Given data:
▬▬▬▬▬▬

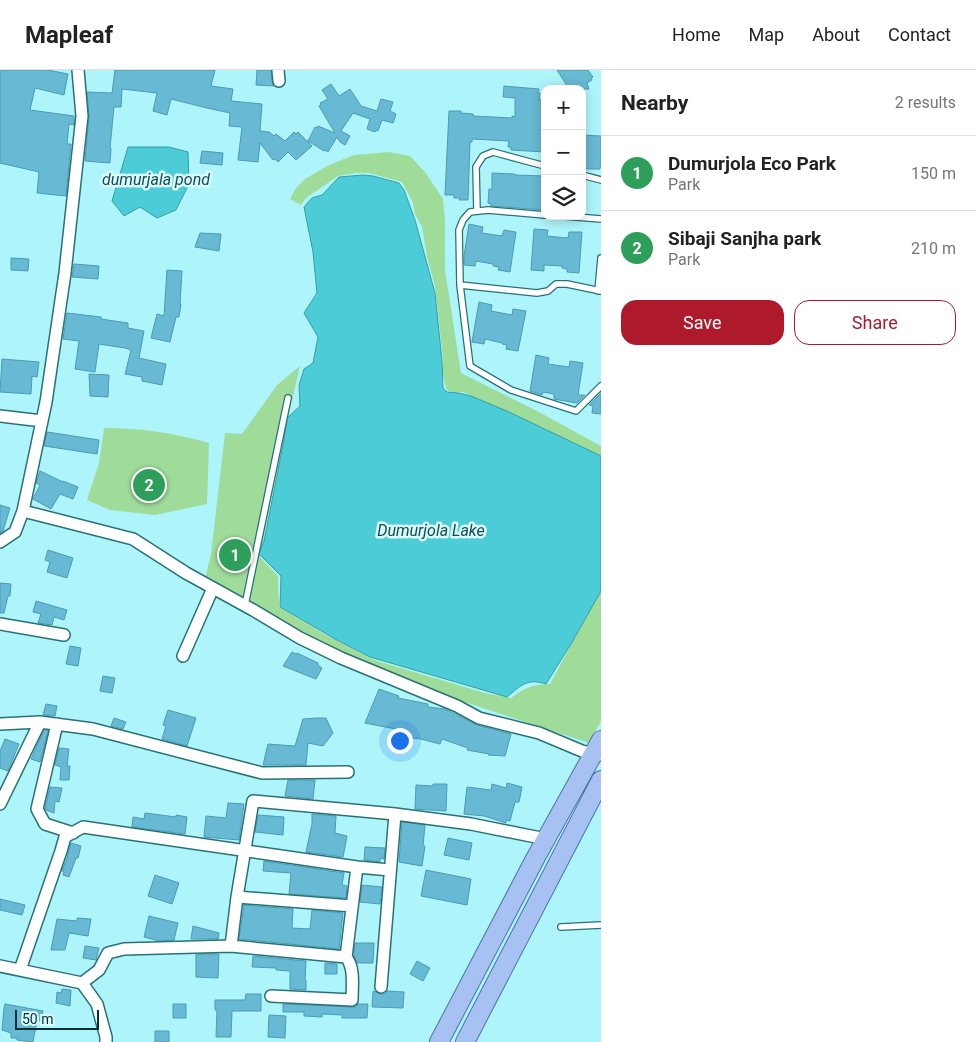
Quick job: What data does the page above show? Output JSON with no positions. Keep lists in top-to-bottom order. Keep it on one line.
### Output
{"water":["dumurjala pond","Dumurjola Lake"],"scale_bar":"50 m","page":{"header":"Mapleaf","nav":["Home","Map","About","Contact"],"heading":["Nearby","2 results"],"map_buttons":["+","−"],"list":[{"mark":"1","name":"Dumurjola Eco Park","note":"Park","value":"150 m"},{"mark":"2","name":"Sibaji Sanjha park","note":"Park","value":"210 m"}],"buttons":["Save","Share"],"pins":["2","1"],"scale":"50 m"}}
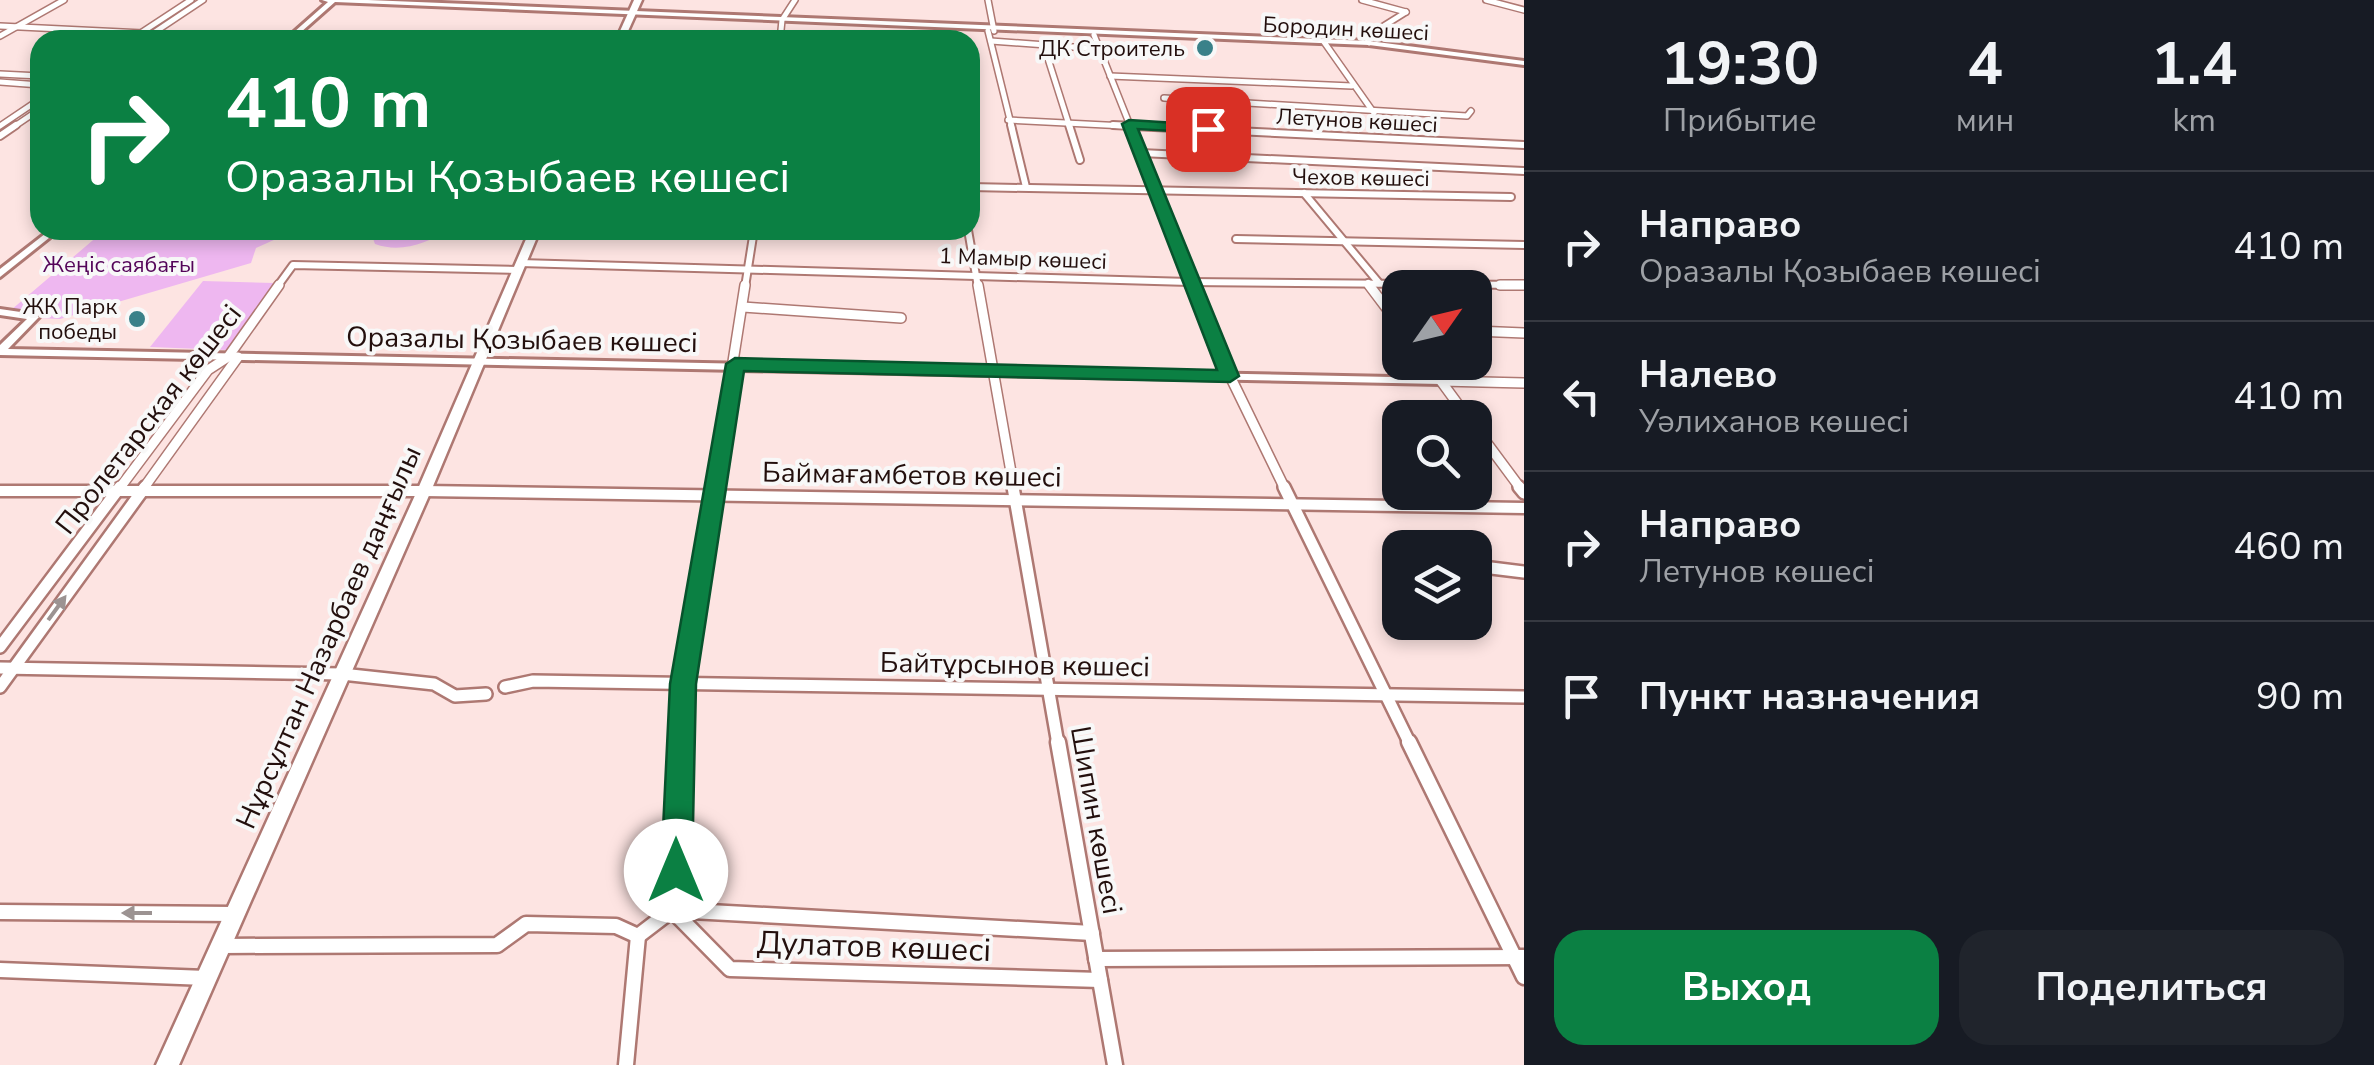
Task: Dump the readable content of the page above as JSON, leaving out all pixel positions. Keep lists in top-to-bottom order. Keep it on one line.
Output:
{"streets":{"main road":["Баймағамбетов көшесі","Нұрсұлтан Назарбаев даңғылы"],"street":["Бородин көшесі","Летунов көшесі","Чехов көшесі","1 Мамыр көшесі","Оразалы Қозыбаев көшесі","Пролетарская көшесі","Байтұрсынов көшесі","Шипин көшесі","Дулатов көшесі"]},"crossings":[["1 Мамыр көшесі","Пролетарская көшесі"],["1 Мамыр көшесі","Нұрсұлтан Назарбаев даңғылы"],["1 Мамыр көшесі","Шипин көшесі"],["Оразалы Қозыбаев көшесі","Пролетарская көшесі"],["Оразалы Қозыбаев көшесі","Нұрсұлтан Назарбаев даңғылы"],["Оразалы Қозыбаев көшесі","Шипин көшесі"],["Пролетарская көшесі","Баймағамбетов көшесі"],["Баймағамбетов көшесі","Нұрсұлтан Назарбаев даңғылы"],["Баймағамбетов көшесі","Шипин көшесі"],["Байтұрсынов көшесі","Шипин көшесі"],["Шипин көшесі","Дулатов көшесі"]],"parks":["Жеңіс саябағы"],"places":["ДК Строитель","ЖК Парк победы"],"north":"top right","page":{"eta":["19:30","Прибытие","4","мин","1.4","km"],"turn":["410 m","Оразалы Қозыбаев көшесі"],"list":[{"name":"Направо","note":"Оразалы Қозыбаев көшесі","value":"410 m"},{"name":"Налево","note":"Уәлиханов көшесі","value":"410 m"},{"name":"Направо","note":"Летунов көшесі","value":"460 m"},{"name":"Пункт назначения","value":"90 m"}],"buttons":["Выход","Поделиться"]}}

▬▬▬▬▬▬

Work item: Reproduce verbatim the lines of the material above, beginning with its first line and ending with the line that contains "Task: Dump the"; skip pictures.

Result below:
Quick job: What data does the page above show? Output JSON with no positions. Keep lists in top-to-bottom order. Keep it on one line.
### Output
{"water":["dumurjala pond","Dumurjola Lake"],"scale_bar":"50 m","page":{"header":"Mapleaf","nav":["Home","Map","About","Contact"],"heading":["Nearby","2 results"],"map_buttons":["+","−"],"list":[{"mark":"1","name":"Dumurjola Eco Park","note":"Park","value":"150 m"},{"mark":"2","name":"Sibaji Sanjha park","note":"Park","value":"210 m"}],"buttons":["Save","Share"],"pins":["2","1"],"scale":"50 m"}}
Task: Dump the readable content of the page above as JSON, leaving out all pixel positions. Keep lists in top-to-bottom order. Keep it on one line.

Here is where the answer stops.